When the linked list is very long, the data at both ends are accessed most frequently, and the intermediate access frequency will be lower. For example, leaderboards usually access the highest / lowest elements. In fact, the data in the middle can be further compressed. Similarly, the redis configuration file also provides the configuration parameter list compress depth, which indicates how many nodes on both ends are compressed. When it is 0, it means no compression, which is also the default value.

Integer set intset

Integer set is the bottom implementation of set object. When all the elements of set object are integers, intset will be used to store them.

typedef struct intset {
uint32_t encoding;
uint32_t length;
int8_t contents[];
}

The real data of intset is stored in the contents array, and the array is sorted from small to large. The element type is determined by the encoding attribute, generally int8_t,int16_t,int32_t.

Upgrade of intset

If all the elements in contents are int8_t. The new integer is int16_t, the upgrade will be triggered. The specific operation is to reallocate space for contents. The second is to convert the original integer type to int16_t. Insert sort into new array. Finally, insert a new integer. ps: because the inserted number is a high-level type, it is either larger than the original integer or smaller than the original array, so it is either inserted into the array header or the array tail, and the complexity is O(1); Of course, there will be no downgrade here. It is impossible to downgrade in this life.

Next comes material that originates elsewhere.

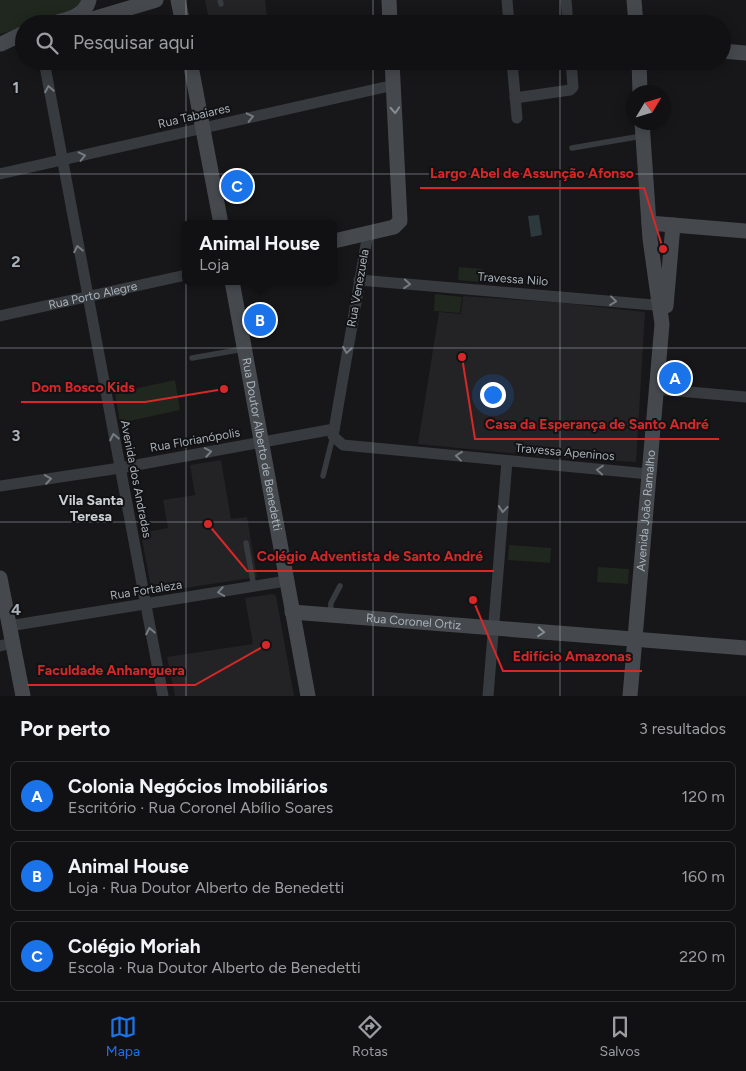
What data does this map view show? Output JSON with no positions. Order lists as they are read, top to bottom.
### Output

To sum up, the characteristics of intset are as follows:

1. Compatible with multiple integer types

2. It will be upgraded, but not downgraded

Object redisObject

Although the above data structures have been very rich and perfect, redis does not directly use the above data structures. Instead, redisObject is introduced.

typedef struct redisObject {
//code
unfigned encoding;
//type
unfigned type;
void *ptr;
//Reference count
int refcount
//Last visit time
unsigned lru;
}

Decide which data structures to use flexibly through type and encoding. In addition, reference counting is used to realize memory recycling and object reuse. lru records the latest access time to eliminate expired key s. There are five main types of objects: String object, hash object, list object, collection object and ordered collection object.

String object

Character objects are generally int, raw(sds) and embstr. Embstr is a redisObject+sds that stores short strings (< = 32 bytes). Raw needs to allocate redisObject and sds memory twice, but embstr only needs to allocate memory once, and only needs to release memory once at the same time. However, embstr is read-only. If you modify it once (append command), even if the length is < = 32 bytes, it will become raw. This change can be observed using the object command.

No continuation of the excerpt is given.